Without the right talent, Wise insists, he wouldn’t get to where he needs to go—personally or as a company. He came to this conviction five years into his career during a visit to see his brother at Microsoft. What captured his attention at Microsoft wasn’t the latest innovative technology, but the sheer number of exceptional individuals on campus. Up until that point, he’d always thought of Microsoft as Bill Gates’s company. While there, he learned that everyone was a Bill Gates; everyone was brilliant, exceptional, and passionate. Wise came to understand that, as he says, “Growth is dependent on your ability to hire other equally or more talented people to get you to the next level.”

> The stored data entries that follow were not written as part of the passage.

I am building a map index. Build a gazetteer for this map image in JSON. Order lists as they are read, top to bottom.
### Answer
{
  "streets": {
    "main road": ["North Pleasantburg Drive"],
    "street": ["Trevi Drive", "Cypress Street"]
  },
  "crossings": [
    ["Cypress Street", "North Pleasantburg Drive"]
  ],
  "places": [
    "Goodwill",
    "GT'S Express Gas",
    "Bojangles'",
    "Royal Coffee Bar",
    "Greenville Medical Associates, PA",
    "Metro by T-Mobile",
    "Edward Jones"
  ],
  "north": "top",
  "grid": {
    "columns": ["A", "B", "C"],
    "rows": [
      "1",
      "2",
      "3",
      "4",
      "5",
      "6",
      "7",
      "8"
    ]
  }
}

But as CDM Group enjoyed tremendous growth, it also faced the threat of losing its strong and organic culture. With this in mind, upon taking his role as president, the 2007 Med Ad News “Advertising Person of the Year” went to work on quantifying what exactly that culture is. Wise’s team set out to define the organization, asking questions like: “When are we at our best?” “If you were going to convince someone to come to the company, what would you say?” “For what reasons would you stay at or leave the company?”
“We try to create a culture of openness from the leadership down.”

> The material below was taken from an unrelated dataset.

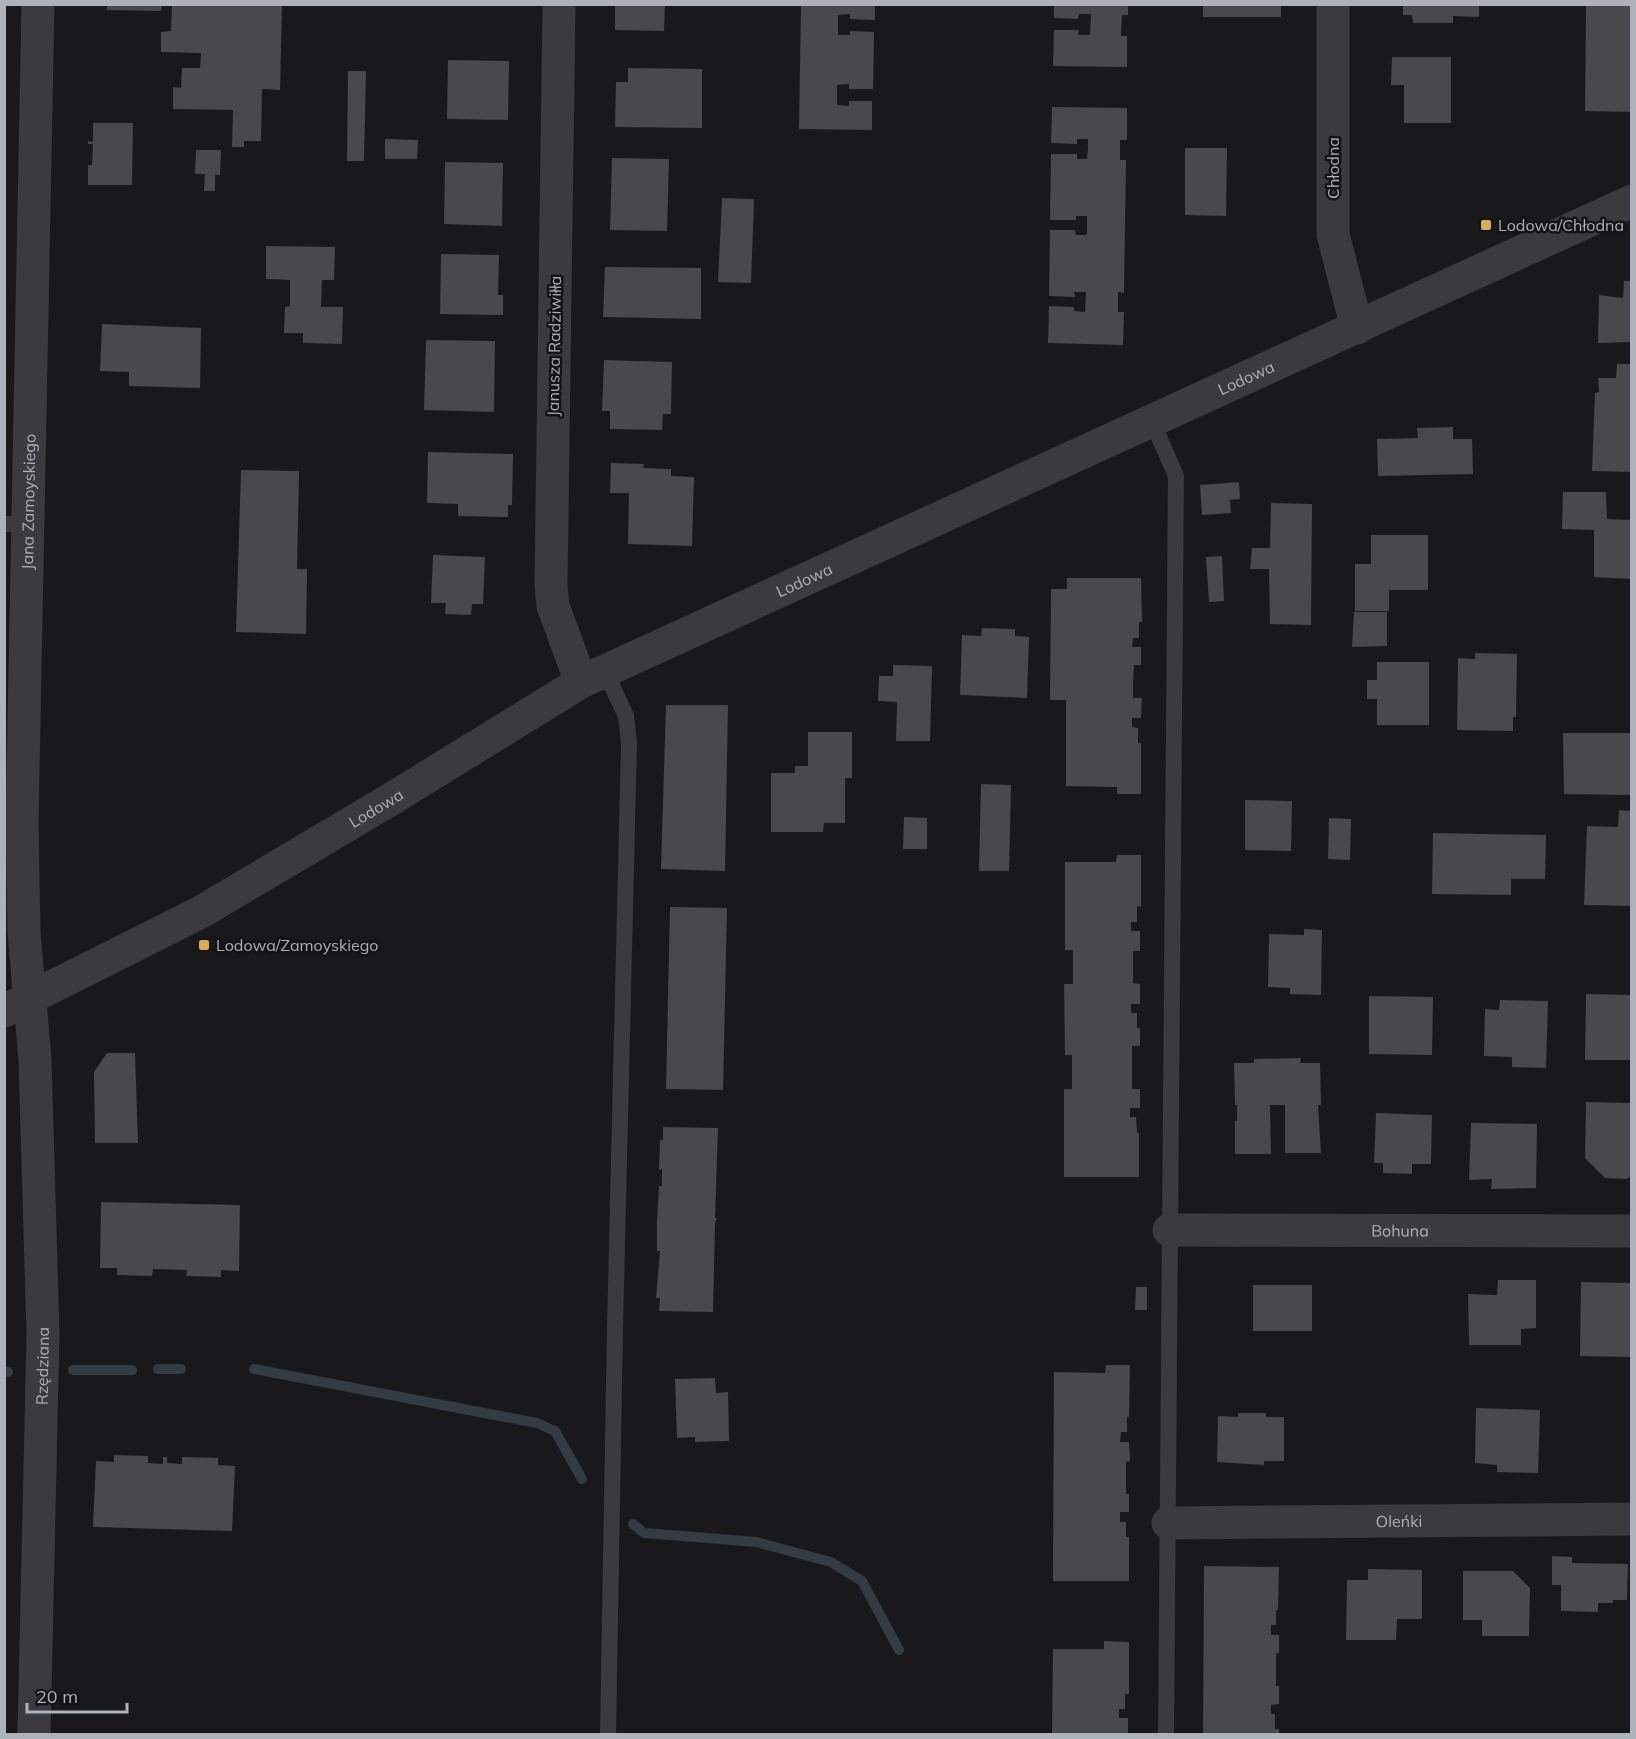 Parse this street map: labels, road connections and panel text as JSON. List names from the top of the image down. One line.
{"streets":{"street":["Chłodna","Janusza Radziwiłła","Lodowa","Jana Zamoyskiego","Bohuna","Rzędziana","Oleńki"]},"crossings":[["Chłodna","Lodowa"],["Janusza Radziwiłła","Lodowa"],["Lodowa","Jana Zamoyskiego"],["Lodowa","Rzędziana"],["Jana Zamoyskiego","Rzędziana"]],"places":{"transit":["Lodowa/Chłodna","Lodowa/Zamoyskiego"]},"scale_bar":"20 m"}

Wise and an eight-member leadership team ventured off-site with the questions, determined to define the company’s inherent values and mission statement. The resulting four key values—substance, style, conviction, and grace—have become the touchstone for all company decisions, particularly the hiring process.
With values in place, CDM Group then concentrated on hiring talent that aligned with the company rather than simply on qualifications. This has made all of the difference, Wise says. Now the company uses the Lominger Interview Process, suggested by chief human resources officer Carolyn Bartholdson. This methodology of behavioral interviewing offers an understanding regarding an individual’s core competencies, what drives those, and how you get at those with a discussion. Rather than talking about a candidate’s strengths and weaknesses, interview questions aim to glean information of past experiences and behaviors that match up with the company’s core values.
Those with the requisite talent, but lacking even one value aren’t even considered. Compromise in this area isn’t an option. The reverence of the four values, according to Wise, is the bedrock of CDM Group’s palpable culture—clearly not just words on a wall. “I’d much rather hire for behaviors and personality and desire, and then train for skill,” Wise says.
In 1997, Wise’s view about personal growth changed. Up until that point, he had learned how to manage in the school of hard knocks. “We called it being raised by wolves,” he says about the sink-or-swim mentality of the early agency years. But after CDM group was acquired by Omnicom, Wise was exposed to the Omnicom University, an internal learning platform comprised of Harvard Business School professors and other noteworthy speakers and educational tools. This new approach “blew his mind” and reinforced his hard-earned convictions.
Since taking over the leadership, Wise has been a big proponent of the power of more organized education and development—not to discount personal experience. “We do a lot of formal training and development, but there has to be learning and development in every thing [employees] do: every assignment and every conversation needs to be oriented around helping someone grow.”
In addition to the annual assessments that include constructive peer reviews, CDM Group created a comprehensive professional growth and development program, similar to Omnicom’s, to spur advancement. SSCGU—named for the four company values—combines internal and external classes, Dale Carnegie management seminars, lectures from Harvard Business School professors, and an e-learning portal.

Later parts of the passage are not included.